In 1998, Joseph Estrada was elected president. Even with its strong economic team, the Estrada administration failed to capitalize on the gains of the previous administration. His administration was severely criticized for cronyism, incompetence, and corruption, causing it to lose the confidence of foreign investors. Foreign investors' confidence was further damaged when, in his second year, Estrada was accused of exerting influence in an investigation of a friend's involvement in stock market manipulation. Social unrest brought about by numerous bombing threats, actual bombings, kidnappings, and other criminal activities contributed to the economy's troubles. Economic performance was also hurt by climatic disturbance that caused extremes of dry and wet weather. Toward the end of Estrada's administration, the fiscal deficit had doubled to more than P100 billion from a low of P49 billion in 1998. Despite such setbacks, the rate of GNP in 1999 increased to 3.6 percent from 0.1 percent in 1998, and the GDP posted a 3.2 percent growth rate, up from a low of-0.5 percent in 1998. Debt reached P2.1 trillion in 1999. Domestic debt amounted to P986.7 billion while foreign debt stood at US$52.2 billion. In January 2001 Estrada was removed from office by a second peaceful "People Power" revolution engineered primarily by youth, non-governmental organizations, and the business sector.
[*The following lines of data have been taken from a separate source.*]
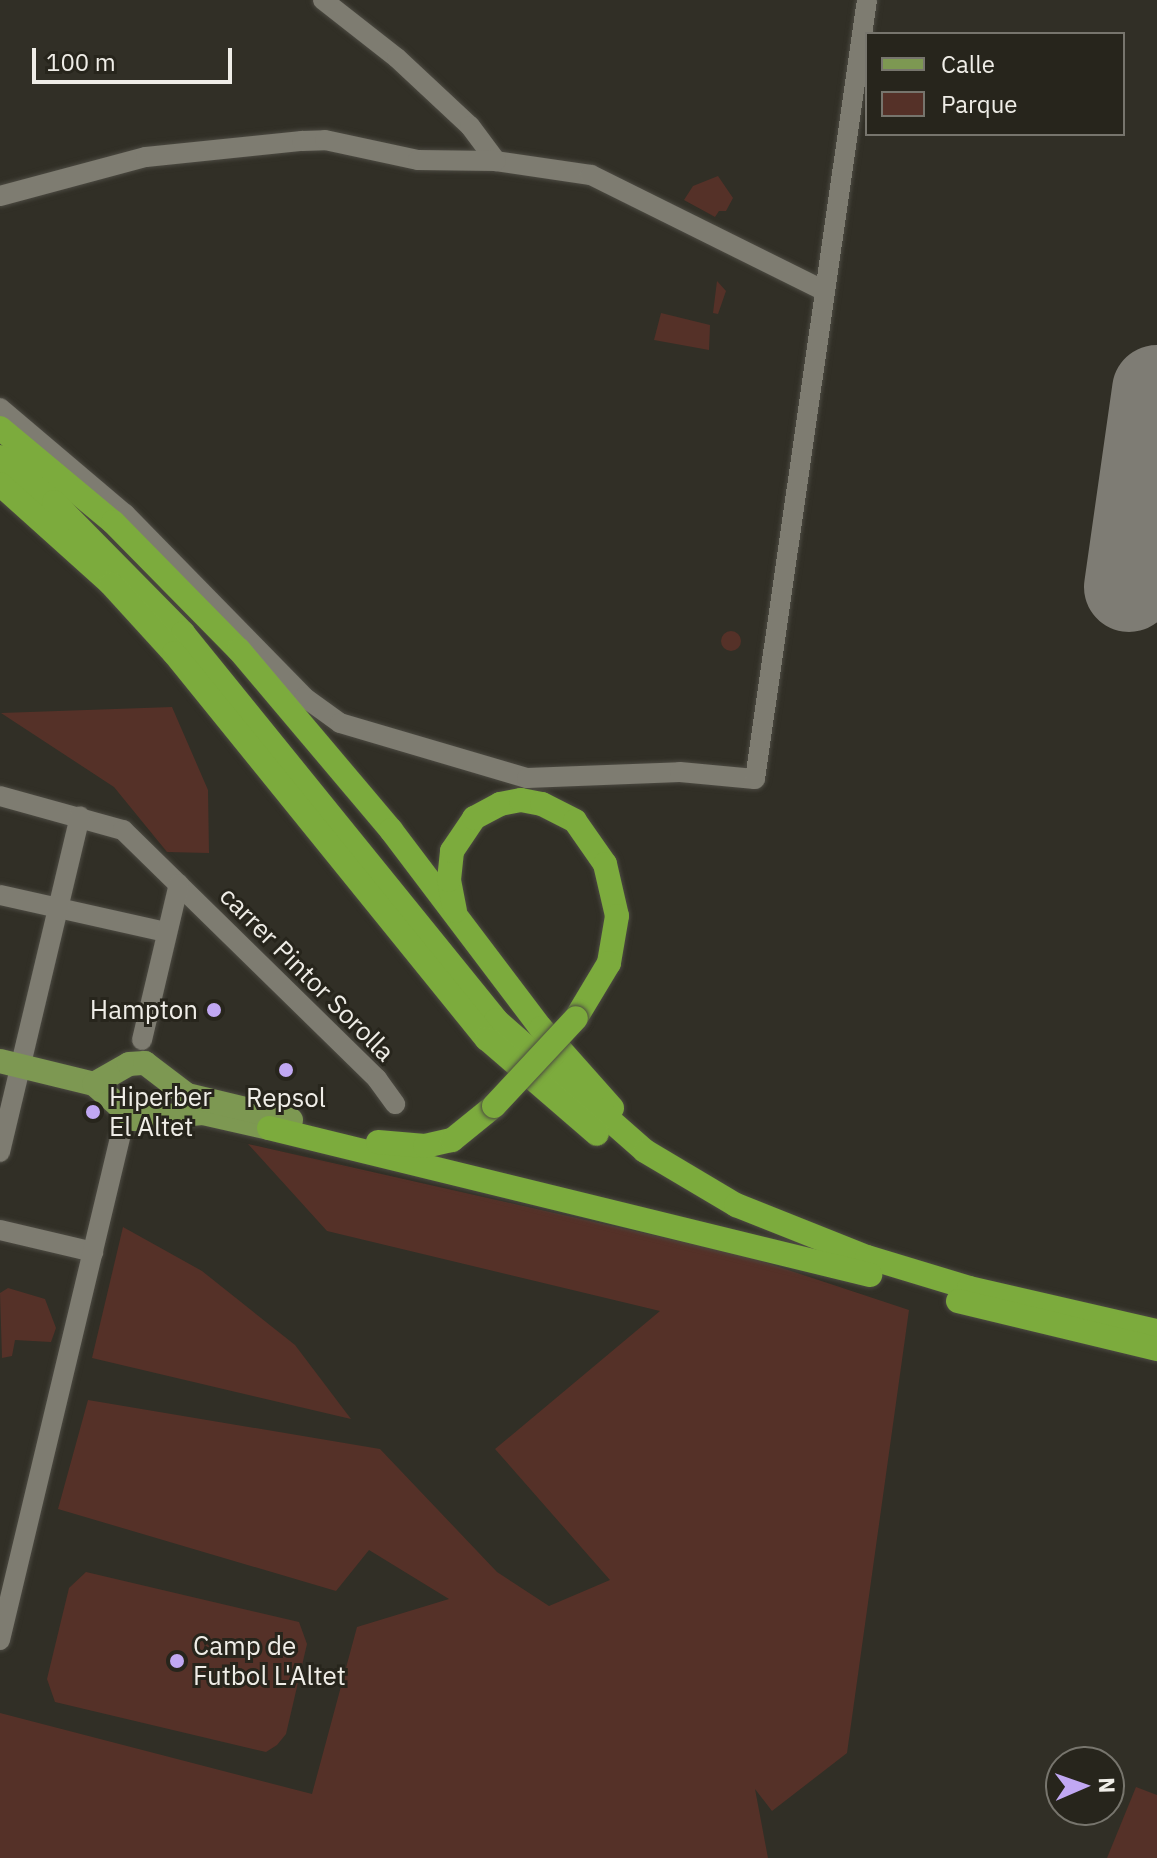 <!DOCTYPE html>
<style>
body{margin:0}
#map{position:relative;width:1157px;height:1858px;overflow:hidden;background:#312f26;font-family:"IBM Plex Sans",sans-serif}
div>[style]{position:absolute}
.green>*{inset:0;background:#553128}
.round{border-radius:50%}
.taxiway>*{height:36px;margin:-18px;padding:0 18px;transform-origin:18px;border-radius:18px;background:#7e7c74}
.runway>*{height:90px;margin:-45px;padding:0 45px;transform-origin:45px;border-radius:45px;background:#7e7c74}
.roads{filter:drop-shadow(0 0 2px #4c4a42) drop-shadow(0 0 2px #4c4a42)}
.minor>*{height:20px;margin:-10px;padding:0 10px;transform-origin:10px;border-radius:10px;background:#7e7c71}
.major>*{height:24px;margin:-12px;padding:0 12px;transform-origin:12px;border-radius:12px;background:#7d9852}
.highway>*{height:24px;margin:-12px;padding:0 12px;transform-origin:12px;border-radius:12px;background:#7cab3d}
.bridges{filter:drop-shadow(0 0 2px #4c4a42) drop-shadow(0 0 2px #4c4a42)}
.highway-bridge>*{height:24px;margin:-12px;padding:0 12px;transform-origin:12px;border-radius:12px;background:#7cab3d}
.dots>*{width:22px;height:22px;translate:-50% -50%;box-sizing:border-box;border:4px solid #27251c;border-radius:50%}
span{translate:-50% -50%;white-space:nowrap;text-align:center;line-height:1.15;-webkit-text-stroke:6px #27251c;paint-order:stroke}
.street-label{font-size:26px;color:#efede7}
.poi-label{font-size:26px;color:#efede7}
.right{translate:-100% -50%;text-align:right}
.left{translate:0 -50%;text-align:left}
.legend{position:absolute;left:865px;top:32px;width:260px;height:104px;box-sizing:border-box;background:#27251c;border:2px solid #77756d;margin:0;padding:10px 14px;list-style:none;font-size:24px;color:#efede7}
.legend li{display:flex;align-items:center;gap:16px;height:40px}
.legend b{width:40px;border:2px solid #77756d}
.north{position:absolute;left:1045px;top:1746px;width:80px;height:80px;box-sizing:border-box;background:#27251c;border:2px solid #77756d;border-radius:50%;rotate:88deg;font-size:22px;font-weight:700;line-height:32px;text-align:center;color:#efede7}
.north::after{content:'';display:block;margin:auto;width:28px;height:36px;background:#c1a8f3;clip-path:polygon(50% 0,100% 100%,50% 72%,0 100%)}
.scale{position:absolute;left:32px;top:48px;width:200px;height:36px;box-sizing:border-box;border:4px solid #efede7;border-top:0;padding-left:10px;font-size:24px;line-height:28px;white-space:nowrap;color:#efede7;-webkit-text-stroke:6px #27251c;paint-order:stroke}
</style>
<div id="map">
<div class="green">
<i style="clip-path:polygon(718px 176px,733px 198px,726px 211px,719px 211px,715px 217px,684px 200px,693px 186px)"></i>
<i style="clip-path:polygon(717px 281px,726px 291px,718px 314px,713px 313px)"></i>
<i style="clip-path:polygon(661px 313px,710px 325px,709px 350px,654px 340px)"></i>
<i class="round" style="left:721px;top:631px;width:20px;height:20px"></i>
<i style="clip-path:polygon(172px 707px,208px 790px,209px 853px,167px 852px,114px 787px,1px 713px)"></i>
<i style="clip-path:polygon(248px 1144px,746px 1256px,909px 1310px,847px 1753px,772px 1811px,755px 1789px,768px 1858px,0 1858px,0 1713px,312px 1794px,357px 1627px,449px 1599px,369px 1550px,336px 1591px,58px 1509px,88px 1400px,380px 1449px,497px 1572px,549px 1606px,610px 1580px,495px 1449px,660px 1311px,327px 1231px)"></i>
<i style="clip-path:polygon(123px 1227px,202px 1271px,295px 1345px,351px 1419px,92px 1358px)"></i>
<i style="clip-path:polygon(8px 1288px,45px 1299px,56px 1328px,51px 1342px,15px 1340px,12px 1356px,2px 1358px,0 1293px)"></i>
<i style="clip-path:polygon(86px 1572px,299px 1622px,307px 1644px,286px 1734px,277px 1745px,266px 1752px,55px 1702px,47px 1679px,69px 1588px)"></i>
<i style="clip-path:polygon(1136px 1787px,1157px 1795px,1157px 1858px,1107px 1858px)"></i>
</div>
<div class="taxiway">
<i style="left:1141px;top:500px;width:33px;rotate:87deg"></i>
<i style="left:1143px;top:533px;width:31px;rotate:63deg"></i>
</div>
<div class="runway">
<i style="left:1129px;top:587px;width:199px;rotate:-81.9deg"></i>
</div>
<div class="roads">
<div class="minor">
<i style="left:323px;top:0;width:94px;rotate:38.1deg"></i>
<i style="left:397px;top:58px;width:100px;rotate:43deg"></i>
<i style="left:470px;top:126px;width:44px;rotate:53.4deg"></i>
<i style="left:496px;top:161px;width:96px;rotate:8.4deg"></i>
<i style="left:591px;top:175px;width:261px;rotate:26.4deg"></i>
<i style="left:0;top:196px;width:151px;rotate:-15deg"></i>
<i style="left:146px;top:157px;width:157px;rotate:-5.9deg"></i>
<i style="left:302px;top:141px;width:23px;rotate:-2deg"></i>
<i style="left:325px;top:140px;width:95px;rotate:12.1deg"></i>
<i style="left:418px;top:160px;width:78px;rotate:0.7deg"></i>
<i style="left:0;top:408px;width:164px;rotate:40.3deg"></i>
<i style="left:125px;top:514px;width:256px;rotate:45.6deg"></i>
<i style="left:304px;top:697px;width:44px;rotate:35.8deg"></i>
<i style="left:340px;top:723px;width:195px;rotate:16.4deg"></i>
<i style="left:527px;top:778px;width:153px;rotate:-2.2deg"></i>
<i style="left:680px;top:772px;width:75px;rotate:5.3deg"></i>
<i style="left:755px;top:779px;width:787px;rotate:-81.82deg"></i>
<i style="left:0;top:796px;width:128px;rotate:15.5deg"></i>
<i style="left:123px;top:830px;width:356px;rotate:44.4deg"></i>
<i style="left:377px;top:1079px;width:31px;rotate:54deg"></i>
<i style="left:0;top:895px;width:170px;rotate:12.6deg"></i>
<i style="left:142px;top:1040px;width:160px;rotate:-76.7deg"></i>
<i style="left:0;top:1152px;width:345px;rotate:-76.6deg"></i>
<i style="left:0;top:1230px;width:96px;rotate:13.3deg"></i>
<i style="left:0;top:1640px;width:516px;rotate:-76.56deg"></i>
</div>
<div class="major">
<i style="left:0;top:1061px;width:97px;rotate:13.7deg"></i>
<i style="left:94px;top:1084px;width:53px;rotate:41.2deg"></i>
<i style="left:134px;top:1119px;width:69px;rotate:-5deg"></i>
<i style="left:203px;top:1113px;width:68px;rotate:12.8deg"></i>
<i style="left:94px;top:1084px;width:40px;rotate:-29.7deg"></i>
<i style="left:129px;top:1064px;width:16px;rotate:-4deg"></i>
<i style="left:145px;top:1063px;width:53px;rotate:37.3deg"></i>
<i style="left:187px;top:1095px;width:107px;rotate:13.5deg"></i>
</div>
<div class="highway">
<i style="left:0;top:428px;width:147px;rotate:39.8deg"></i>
<i style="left:113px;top:522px;width:180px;rotate:45.5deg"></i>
<i style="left:239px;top:650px;width:236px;rotate:49.8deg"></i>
<i style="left:391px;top:830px;width:248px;rotate:52.9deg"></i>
<i style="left:541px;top:1028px;width:107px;rotate:48.4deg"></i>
<i style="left:0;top:457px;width:70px;rotate:39.8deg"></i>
<i style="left:54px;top:502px;width:184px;rotate:45.4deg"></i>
<i style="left:183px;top:633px;width:498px;rotate:51deg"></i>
<i style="left:496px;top:1020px;width:198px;rotate:41.3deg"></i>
<i style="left:645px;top:1151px;width:106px;rotate:30.7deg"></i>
<i style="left:736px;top:1205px;width:141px;rotate:21.7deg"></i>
<i style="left:867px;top:1257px;width:107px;rotate:16.9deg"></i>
<i style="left:969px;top:1288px;width:193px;rotate:12.9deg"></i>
<i style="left:0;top:484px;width:149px;rotate:42deg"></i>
<i style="left:111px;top:584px;width:93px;rotate:47.6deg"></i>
<i style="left:174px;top:653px;width:497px;rotate:51deg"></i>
<i style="left:487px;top:1039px;width:145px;rotate:40.8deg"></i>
<i style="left:455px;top:911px;width:32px;rotate:-101deg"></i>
<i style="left:449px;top:880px;width:29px;rotate:-84deg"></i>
<i style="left:452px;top:851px;width:40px;rotate:-56deg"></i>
<i style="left:474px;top:818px;width:30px;rotate:-28deg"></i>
<i style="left:500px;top:804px;width:21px;rotate:-11deg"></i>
<i style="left:521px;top:800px;width:21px;rotate:11deg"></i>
<i style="left:542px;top:804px;width:37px;rotate:27deg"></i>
<i style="left:575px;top:821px;width:52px;rotate:55.1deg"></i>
<i style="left:605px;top:864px;width:53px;rotate:77deg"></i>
<i style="left:617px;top:916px;width:48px;rotate:99.7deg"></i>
<i style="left:609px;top:963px;width:64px;rotate:121deg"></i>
<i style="left:269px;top:1128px;width:619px;rotate:13.74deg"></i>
<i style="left:378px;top:1142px;width:47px;rotate:4.9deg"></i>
<i style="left:425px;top:1146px;width:28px;rotate:-13deg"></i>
<i style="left:452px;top:1140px;width:54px;rotate:-39deg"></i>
<i style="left:958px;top:1301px;width:205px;rotate:13.6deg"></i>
</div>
</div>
<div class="bridges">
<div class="highway-bridge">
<i style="left:494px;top:1106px;width:120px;rotate:-47deg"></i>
</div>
</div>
<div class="dots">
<i style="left:214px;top:1010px;background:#c1a8f3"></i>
<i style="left:286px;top:1070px;background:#c1a8f3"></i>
<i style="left:93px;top:1112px;background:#c1a8f3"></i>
<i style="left:177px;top:1661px;background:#c1a8f3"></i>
</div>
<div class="street-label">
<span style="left:307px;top:974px;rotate:45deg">carrer Pintor Sorolla</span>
</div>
<div class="poi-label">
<span class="right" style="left:198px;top:1010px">Hampton</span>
<span class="left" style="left:109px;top:1112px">Hiperber<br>El Altet</span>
<span style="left:286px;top:1098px">Repsol</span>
<span class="left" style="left:193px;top:1661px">Camp de<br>Futbol L'Altet</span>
</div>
<ul class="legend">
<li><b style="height:10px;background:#7d9852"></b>Calle</li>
<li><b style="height:22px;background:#553128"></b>Parque</li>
</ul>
<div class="north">N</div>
<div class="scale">100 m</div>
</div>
President Estrada was the first Philippine president to be impeached by Congress, and his vice-president, Gloria Macapagal-Arroyo, became the fourteenth President of the Republic.
The economy of the Philippines is hampered by huge foreign debt, a low savings rate, inefficient tax collection, inadequate infrastructure, especially outside major cities, and poor agricultural performance. The Philippine economy is vulnerable to oil-price increases, interest-rate shifts by the U.S. Federal Reserve, and the performance of international stock exchanges. Social factors that have a negative impact on the economy include a high crime rate, especially kidnappings and rape, pockets of Communist rebels in rural areas, threats from Muslim separatist movements, high rates of poverty and unemployment, and the government's inability to begin its land-distribution program. Environmental factors also damage economic development, including frequent typhoons and drought. Worker productivity is adversely affected by illnesses brought on by air and water pollution. In metropolitan Manila alone, the effect of pollution on health and labor productivity has been estimated to be equal to a loss of about 1 percent of gross national product annually.
Foreign aid, or official development assistance (ODA) funds, have contributed immensely to the development of the nation's economy. Through grants and loans extended by development agencies and international creditors, the government is able to finance infrastructure development (bridges, roads, highways, railways, transportation systems) and social programs (livelihood projects, training seminars, immunization programs, and environmental projects). Since the late 1990s, ODA funds have helped improve living conditions in the most depressed rural areas, especially in Mindanao, Southern Philippines, mostly via agricultural programs. In 1999 most funds were allocated to agricultural programs. About 95 percent of ODA assistance is distributed in loans, with the remainder in grants.